Avec cet antique dauphin, probablement un dauphin d’eau douce (bien qu’ils supportent pour la plupart l’eau salée ; après tout, ils vivaient à l’embouchure des fleuves), une résurrection complète était impossible. Ce n’était pas ce que Smith essayait de faire, de toute façon. Ce qui l’intéressait, c’était de trouver des fragments qui n’avaient pas l’air d’être dans les brins contemporains, et de voir ce que ces animaux expérimentaux donnaient dans les tests d’hybridation et dans divers environnements. Chercher les différences de fonctionnement.
Il procédait aussi, quand il pouvait, à des tests de mitochondries qui, s’ils réussissaient, permettraient une datation plus précise du moment où les espèces avaient divergé à partir de leur souche commune. Il pourrait lui attribuer un emplacement précis sur l’arbre généalogique des mammifères marins, qui était très complexe au début du pliocène.
Les deux voies de recherche exigeaient un travail intensif, qui ne demandait pas beaucoup de réflexion mais était très absorbant – l’occupation idéale, en somme. Il travailla ainsi, sans lever le nez, des heures d’affilée, tous les jours, pendant des semaines, puis des mois. Il réussissait parfois à rentrer chez lui par le tram, avec Selena, mais c’était rare. Elle rédigeait ses dernières conclusions avec ses collaborateurs ; Mark, surtout.

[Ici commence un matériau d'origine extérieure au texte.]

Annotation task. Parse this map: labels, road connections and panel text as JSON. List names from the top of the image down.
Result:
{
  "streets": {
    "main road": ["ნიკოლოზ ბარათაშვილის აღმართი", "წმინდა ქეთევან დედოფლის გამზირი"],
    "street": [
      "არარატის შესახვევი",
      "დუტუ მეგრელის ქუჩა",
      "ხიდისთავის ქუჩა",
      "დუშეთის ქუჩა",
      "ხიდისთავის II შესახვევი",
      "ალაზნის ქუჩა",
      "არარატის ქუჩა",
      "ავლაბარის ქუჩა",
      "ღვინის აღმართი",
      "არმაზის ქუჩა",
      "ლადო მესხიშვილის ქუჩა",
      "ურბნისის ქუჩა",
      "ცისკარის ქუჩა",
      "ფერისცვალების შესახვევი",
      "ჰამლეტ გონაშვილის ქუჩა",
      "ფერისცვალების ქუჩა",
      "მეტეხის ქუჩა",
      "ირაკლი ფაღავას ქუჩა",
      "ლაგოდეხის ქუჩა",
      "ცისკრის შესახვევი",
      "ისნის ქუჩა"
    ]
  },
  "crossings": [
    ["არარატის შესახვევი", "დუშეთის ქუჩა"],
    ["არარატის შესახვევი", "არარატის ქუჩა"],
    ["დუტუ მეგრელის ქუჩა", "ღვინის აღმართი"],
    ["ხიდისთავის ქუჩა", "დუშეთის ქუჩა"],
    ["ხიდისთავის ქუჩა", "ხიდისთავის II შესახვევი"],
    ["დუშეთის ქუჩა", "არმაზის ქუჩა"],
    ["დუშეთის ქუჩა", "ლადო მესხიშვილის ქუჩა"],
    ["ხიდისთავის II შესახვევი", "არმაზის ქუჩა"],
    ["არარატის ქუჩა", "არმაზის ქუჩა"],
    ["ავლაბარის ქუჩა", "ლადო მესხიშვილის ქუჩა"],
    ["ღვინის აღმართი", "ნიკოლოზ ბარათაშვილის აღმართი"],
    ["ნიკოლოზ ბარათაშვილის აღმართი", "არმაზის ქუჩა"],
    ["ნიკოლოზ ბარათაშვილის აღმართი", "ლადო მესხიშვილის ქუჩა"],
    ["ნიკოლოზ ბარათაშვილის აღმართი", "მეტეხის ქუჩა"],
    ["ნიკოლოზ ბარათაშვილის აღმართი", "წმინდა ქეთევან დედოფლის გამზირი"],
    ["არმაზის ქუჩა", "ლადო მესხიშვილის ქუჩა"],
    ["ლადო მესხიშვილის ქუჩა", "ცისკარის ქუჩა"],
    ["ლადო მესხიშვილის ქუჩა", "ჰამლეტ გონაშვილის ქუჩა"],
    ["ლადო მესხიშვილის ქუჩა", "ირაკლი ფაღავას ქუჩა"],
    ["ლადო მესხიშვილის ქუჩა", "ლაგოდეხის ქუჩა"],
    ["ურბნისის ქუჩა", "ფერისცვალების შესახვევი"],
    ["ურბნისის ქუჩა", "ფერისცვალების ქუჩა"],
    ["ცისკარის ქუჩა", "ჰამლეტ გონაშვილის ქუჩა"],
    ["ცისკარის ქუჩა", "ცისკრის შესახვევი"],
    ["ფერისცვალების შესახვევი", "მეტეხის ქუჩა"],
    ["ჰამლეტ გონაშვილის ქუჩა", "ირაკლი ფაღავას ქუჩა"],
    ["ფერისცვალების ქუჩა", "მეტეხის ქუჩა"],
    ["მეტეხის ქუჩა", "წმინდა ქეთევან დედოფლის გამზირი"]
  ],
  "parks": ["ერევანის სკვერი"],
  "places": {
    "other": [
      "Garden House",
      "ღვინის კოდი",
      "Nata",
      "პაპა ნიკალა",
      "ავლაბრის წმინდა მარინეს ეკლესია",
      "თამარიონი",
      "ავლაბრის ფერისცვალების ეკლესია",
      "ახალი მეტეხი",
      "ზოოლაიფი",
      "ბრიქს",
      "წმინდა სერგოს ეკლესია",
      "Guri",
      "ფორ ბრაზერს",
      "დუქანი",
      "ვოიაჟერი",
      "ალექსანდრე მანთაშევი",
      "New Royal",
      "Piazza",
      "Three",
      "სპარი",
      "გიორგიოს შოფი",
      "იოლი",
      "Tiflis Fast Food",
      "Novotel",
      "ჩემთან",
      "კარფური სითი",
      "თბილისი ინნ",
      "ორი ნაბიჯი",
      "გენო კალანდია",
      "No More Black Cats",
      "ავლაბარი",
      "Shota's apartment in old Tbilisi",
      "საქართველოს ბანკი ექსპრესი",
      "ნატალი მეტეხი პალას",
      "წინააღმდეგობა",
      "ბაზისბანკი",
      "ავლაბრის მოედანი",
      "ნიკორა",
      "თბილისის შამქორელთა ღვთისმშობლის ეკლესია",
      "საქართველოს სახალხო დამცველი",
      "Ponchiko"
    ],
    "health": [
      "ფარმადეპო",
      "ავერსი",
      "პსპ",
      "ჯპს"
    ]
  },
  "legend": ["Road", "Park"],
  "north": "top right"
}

Elle avait des horaires irréguliers. Le travail évitait à Smith de réfléchir ; c’est pour ça qu’il n’arrêtait jamais. Ce n’était pas une solution, ni même une bonne stratégie ; au contraire, ça paraissait aggraver les choses, mais il continuait malgré un sentiment croissant de désespoir et de deuil.
— Qu’est-ce que tu penses du boulot d’Acheron ? demanda-t-il un jour à Frank en indiquant le dernier listing envoyé par le labo de Kohl, surchargé de notes, posé sur son bureau.
— C’est très intéressant ! On dirait qu’on remonte en amont des gènes, jusqu’au manuel d’instruction complet.
— S’il y en a un.
— Il faut bien, non ? Sauf que je ne suis pas sûr que les données du labo de Kohl fixent un taux de mutants adaptatifs assez haut. Ohta et Kimura suggéraient une limite supérieure de dix pour cent, et ça correspond à mes observations.
Smith acquiesça, rassuré.
— Ce sont probablement des estimations prudentes.
— Sans doute, mais il faut bien faire avec.
— Alors, compte tenu de tout ça, tu penses que j’ai raison de continuer avec cet ADN génomique ?
— Ben oui, évidemment. Pourquoi cette question ? Il est évident que ça va nous révéler des choses intéressantes.